Gezi olaylarının başlama amacı neydi?

Olaylar, 28 Mayıs 2013 tarihinin sabah saatlerinde, Taksim Yayalaştırma Projesi kapsamında Taksim Gezi Parkı'nın bir duvarının yıkılmaya başlanması ve bazı ağaçların sökülerek yer degiştirmesini protesto etmek üzere başladı.
2008'deki küresel ekonomik kriz tüm dünyada ağır hasarlar oluşturmasına rağmen, Türkiye'nin 2010, 2011 ve 2012'de ekonomik anlamda çok ciddi başarılar elde ederek yüzde 8'lere varan büyüme gerçekleştirmiştir.
Burada bir konuya daha dikkat etmekte yarar var.

Gezi olaylarından 14 gün önce Erdoğan IMF'ye olan 23.5 milyar dolar borcun son taksidi olan 412 milyon doları ödeyerek yeni anlaşma yapmamıştır. 
Ekonomik bağımsızlık adına önemli bir icraatın  gerçekleştiği bir dönemde özgürlük sloganları ile gezi olaylarının başlaması asla tesadüf değildir.

Gezi olayları dediğimiz ihanet hareketi tamda bu dönemde 28 Mayıs 2013'de başlayan olaylar 20 Ağustos 2013 tarihleri arasında gerçekleşmesi tesadüf değildir.

Ama görüldü ki mesele ne çevre düzenlemesi nede üç beş ağacın sökülerek yer değiştirmesi değildi.
Olayları organize eden güçlerin amacı hakkın demokratik oyları ile seçilmiş iktidarı devirmekti.

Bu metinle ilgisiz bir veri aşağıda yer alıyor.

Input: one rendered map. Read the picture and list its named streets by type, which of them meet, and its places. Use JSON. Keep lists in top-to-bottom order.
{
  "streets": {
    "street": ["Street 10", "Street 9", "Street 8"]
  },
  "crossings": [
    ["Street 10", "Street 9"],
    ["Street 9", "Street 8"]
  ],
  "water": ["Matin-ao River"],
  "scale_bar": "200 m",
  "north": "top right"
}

Gezi vandallığının sadece ülke ekonomisine verdiği zararın boyutları incelendiğinde masum bir hareket olmadığı bir yerlerden çok iyi kurgulandığı anlaşılacaktır.

Yaşanan her olayın ardından gerek yerli gerek yabancı yatırımcı algısındaki bozulma, ekonomik göstergeler ve finansal piyasalara ciddi hasar verdi.

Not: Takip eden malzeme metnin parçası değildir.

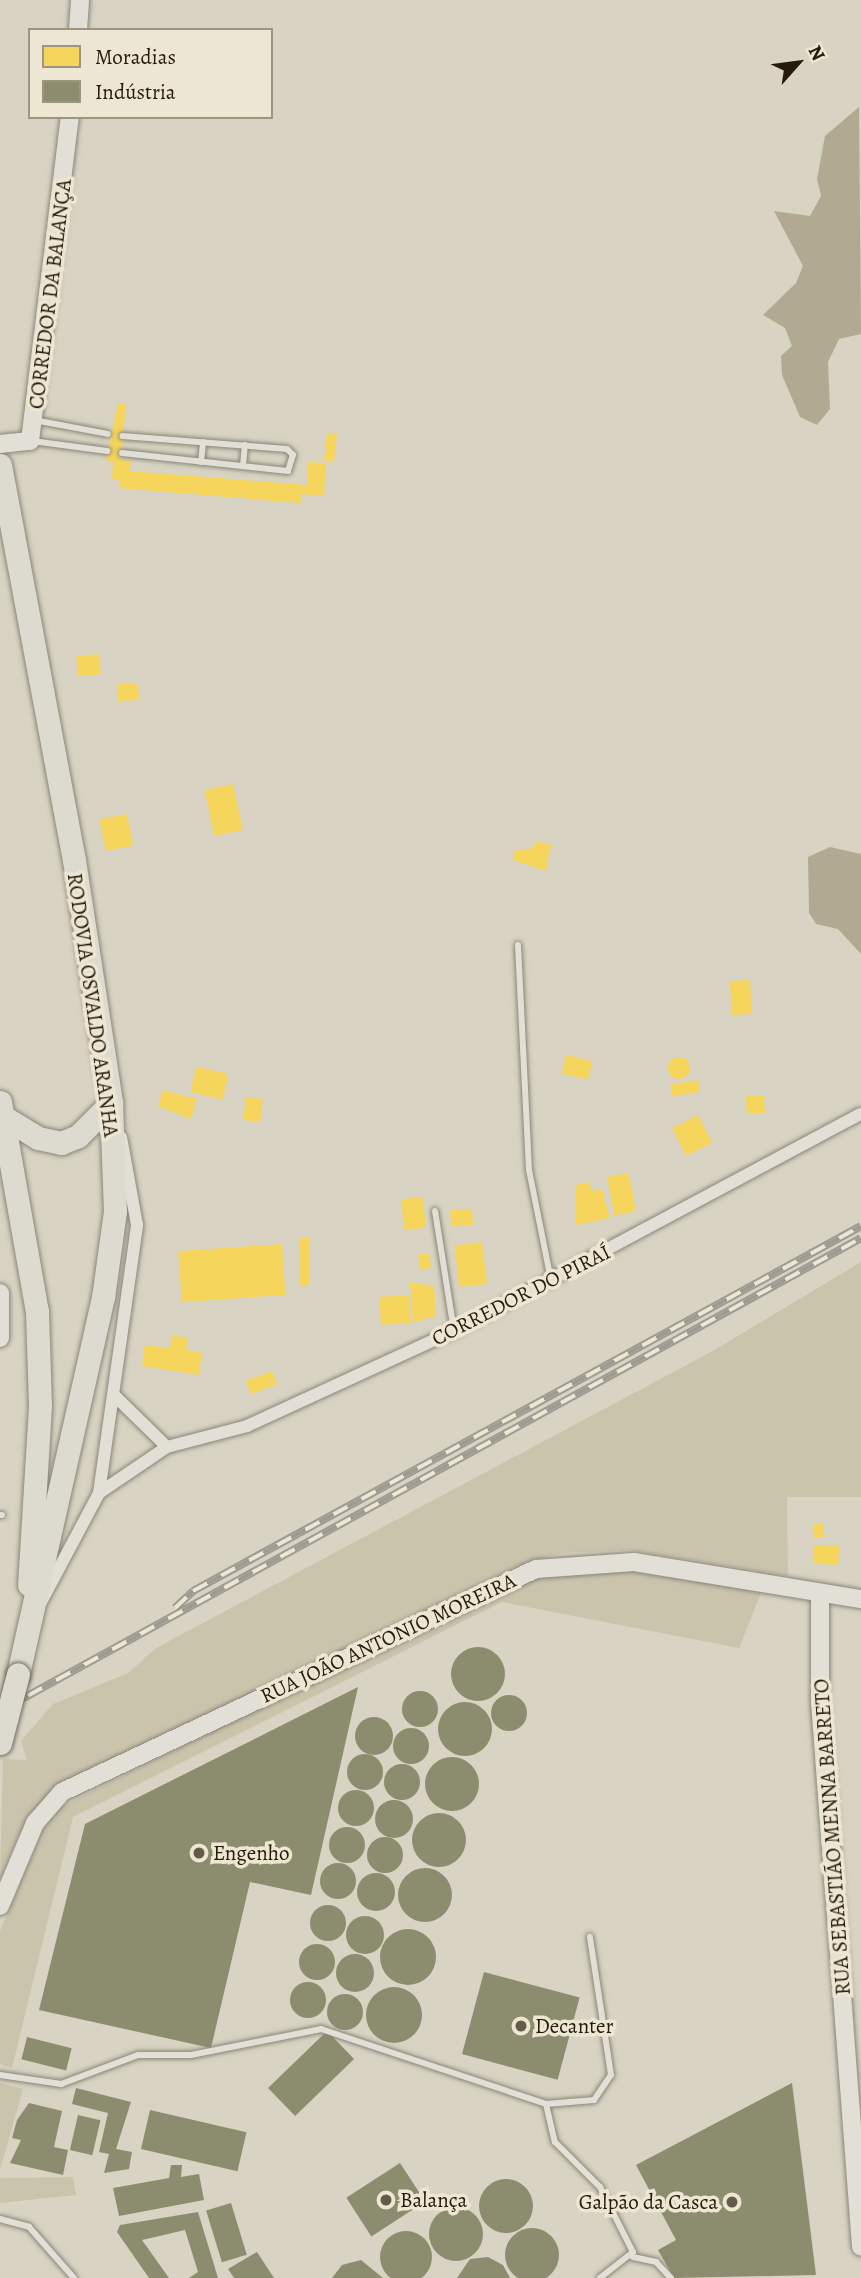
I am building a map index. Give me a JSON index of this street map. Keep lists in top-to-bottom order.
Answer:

Ülkemize çekilen bu operasyon, ekonomisi düzelen, dış borcu azalan, büyüme trendi artan bir ülke ekonomisinin nasıl bozulabileceği hususundada önemli veriler vermektedir.

Gezi olayları öncesi ve sonrası oluşan ekonomik rakamlara bakarak olayın amacını ve ülkeye verdiği zararı daha iyi anlayabiliriz.
Borsa İstanbul (BIST 100) endeksi, olaylar başlamadan önce rekorlar kırarak 93.398 puana ulaşmıştı.
Gezi olayları sonrasında ise çok hızlı bir düşüş trendine girdi 

Olayların yaşandığı dönemde hisse senetlerinin fiyatı ortalama olarak TL bazında yüzde 30, dolar bazında ise yüzde 40 değer kaybetti.
Merkez Bankası verilerine göre, Gezi olayları sonrasındaki 1 aylık süreç içerisinde yabancı yatırımcılar 8 milyar dolarlık çıkış yaptı.
Gezi olayları başlamadan önce 1,70-1,80 bandında hareket eden dolar, olaylar sonunda 2,39'a kadar yükseldi.
Bu yükselişi durdurmak için  TCMB, Ocak 2014'te 550 baz puanlık faiz artırımına gitti.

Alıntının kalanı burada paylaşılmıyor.